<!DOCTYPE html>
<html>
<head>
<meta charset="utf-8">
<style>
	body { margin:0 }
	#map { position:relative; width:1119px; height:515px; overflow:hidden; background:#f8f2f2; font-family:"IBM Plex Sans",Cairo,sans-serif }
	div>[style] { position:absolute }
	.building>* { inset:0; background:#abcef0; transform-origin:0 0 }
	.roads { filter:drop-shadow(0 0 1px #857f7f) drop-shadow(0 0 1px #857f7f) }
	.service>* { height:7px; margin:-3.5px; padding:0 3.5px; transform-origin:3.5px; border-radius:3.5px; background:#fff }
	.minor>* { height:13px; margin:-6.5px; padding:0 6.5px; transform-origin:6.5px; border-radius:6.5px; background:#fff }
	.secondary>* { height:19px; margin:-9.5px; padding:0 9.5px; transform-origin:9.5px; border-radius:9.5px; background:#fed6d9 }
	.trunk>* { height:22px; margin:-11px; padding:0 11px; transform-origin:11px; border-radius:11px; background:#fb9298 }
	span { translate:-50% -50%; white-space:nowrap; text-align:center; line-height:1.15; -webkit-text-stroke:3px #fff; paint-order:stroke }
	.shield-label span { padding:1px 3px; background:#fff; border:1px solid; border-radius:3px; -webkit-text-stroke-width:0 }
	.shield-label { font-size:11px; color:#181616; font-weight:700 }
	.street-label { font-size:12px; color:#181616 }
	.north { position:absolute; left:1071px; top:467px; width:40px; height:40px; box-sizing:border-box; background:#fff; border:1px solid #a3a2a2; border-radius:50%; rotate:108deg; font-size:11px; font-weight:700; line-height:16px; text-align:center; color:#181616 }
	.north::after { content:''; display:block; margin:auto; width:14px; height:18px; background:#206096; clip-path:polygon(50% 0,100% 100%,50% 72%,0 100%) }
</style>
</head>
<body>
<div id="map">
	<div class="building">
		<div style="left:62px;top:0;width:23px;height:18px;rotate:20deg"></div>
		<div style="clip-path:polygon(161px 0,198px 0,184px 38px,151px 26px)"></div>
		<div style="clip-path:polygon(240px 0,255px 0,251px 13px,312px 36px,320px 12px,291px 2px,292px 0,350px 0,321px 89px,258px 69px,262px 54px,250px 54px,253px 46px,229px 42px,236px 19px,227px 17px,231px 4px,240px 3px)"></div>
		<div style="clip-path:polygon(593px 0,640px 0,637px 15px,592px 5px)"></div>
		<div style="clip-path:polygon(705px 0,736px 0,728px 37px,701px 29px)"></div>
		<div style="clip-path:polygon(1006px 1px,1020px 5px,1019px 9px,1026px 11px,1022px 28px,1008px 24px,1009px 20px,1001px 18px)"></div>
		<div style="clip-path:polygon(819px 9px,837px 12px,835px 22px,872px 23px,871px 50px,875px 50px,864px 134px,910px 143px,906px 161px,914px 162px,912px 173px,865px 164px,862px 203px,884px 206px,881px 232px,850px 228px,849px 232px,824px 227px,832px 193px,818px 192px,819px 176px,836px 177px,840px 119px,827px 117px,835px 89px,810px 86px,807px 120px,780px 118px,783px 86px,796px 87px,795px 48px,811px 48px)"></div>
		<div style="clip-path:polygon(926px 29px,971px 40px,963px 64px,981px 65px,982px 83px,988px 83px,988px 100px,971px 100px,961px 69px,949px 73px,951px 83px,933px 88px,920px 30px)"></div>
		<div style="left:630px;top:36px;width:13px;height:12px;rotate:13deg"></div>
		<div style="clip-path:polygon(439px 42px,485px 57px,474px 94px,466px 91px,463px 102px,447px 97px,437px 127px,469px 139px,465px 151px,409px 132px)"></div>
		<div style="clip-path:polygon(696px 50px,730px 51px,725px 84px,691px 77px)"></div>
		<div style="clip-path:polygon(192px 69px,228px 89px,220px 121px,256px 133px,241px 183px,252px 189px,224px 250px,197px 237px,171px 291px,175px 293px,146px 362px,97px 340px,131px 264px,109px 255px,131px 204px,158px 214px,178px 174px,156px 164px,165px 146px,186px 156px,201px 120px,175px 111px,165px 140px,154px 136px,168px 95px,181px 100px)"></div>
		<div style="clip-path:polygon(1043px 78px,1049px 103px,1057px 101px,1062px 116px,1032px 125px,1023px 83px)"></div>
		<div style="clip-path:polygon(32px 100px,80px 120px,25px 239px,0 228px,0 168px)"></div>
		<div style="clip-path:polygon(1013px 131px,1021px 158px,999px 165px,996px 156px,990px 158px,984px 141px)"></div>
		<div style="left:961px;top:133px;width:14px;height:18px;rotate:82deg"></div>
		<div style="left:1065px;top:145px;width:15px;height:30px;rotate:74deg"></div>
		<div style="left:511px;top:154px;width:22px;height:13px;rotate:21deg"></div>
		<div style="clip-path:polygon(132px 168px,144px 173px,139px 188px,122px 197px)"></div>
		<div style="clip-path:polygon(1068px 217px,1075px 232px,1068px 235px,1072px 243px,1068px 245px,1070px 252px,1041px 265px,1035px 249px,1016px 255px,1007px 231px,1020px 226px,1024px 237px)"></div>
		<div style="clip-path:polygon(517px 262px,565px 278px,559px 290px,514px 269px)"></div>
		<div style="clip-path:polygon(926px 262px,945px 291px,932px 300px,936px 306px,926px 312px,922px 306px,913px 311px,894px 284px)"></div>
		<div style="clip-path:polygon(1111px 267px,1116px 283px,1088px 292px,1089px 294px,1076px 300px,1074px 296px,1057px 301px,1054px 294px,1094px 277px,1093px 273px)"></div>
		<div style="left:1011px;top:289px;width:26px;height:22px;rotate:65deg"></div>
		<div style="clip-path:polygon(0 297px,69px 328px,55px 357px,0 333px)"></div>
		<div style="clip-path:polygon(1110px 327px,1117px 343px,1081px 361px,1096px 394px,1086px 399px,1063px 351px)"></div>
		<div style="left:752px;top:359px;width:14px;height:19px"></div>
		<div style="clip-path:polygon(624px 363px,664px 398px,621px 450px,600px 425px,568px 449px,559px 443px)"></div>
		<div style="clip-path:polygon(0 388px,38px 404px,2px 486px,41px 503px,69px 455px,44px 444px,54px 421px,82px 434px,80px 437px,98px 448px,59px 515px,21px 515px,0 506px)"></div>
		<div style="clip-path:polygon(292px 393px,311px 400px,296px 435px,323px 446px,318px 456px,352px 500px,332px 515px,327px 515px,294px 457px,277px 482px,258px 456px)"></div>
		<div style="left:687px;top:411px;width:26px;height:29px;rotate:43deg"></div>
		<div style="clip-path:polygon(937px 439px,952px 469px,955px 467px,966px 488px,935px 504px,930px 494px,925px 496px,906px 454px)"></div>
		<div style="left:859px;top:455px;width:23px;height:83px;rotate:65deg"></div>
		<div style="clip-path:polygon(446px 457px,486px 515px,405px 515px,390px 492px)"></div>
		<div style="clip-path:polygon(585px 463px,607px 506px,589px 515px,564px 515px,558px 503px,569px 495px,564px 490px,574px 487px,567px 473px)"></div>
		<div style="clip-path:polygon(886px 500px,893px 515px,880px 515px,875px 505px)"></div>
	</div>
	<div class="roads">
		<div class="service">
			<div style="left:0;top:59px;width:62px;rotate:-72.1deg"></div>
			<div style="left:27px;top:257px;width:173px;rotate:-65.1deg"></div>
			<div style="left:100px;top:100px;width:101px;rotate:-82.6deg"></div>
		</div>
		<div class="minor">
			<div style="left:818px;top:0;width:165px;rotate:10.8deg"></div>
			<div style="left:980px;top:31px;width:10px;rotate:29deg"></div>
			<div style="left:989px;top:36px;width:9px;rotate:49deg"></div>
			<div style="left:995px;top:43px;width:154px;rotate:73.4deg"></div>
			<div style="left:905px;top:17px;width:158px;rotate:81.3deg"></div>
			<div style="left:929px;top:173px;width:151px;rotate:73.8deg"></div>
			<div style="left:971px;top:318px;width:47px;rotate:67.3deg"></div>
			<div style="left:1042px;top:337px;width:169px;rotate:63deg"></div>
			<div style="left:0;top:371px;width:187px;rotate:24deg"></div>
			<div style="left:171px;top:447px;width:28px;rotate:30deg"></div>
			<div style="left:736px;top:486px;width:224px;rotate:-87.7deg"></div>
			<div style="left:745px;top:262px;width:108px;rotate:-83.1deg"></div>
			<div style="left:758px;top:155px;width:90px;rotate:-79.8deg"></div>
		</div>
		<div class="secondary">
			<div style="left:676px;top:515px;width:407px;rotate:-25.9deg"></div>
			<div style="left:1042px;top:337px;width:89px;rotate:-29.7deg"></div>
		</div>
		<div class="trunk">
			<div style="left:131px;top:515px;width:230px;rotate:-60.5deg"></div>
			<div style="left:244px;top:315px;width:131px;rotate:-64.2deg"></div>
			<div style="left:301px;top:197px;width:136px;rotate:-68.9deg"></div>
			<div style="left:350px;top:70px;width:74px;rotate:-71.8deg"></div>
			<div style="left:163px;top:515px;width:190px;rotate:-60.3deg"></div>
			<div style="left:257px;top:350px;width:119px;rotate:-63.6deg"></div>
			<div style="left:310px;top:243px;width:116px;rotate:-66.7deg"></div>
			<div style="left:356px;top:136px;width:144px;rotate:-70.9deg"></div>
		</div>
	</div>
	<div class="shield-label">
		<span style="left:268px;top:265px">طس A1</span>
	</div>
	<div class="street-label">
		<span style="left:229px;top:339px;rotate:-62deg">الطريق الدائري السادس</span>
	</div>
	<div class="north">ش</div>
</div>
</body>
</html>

==========

Problem
Write out exactly, please, the lines beginning at the start of the material and ending with the line that holds "height:7px; margin:-3.5px; padding:0", both included.

Solution below
<!DOCTYPE html>
<html>
<head>
<meta charset="utf-8">
<style>
	body { margin:0 }
	#map { position:relative; width:1119px; height:515px; overflow:hidden; background:#f8f2f2; font-family:"IBM Plex Sans",Cairo,sans-serif }
	div>[style] { position:absolute }
	.building>* { inset:0; background:#abcef0; transform-origin:0 0 }
	.roads { filter:drop-shadow(0 0 1px #857f7f) drop-shadow(0 0 1px #857f7f) }
	.service>* { height:7px; margin:-3.5px; padding:0 3.5px; transform-origin:3.5px; border-radius:3.5px; background:#fff }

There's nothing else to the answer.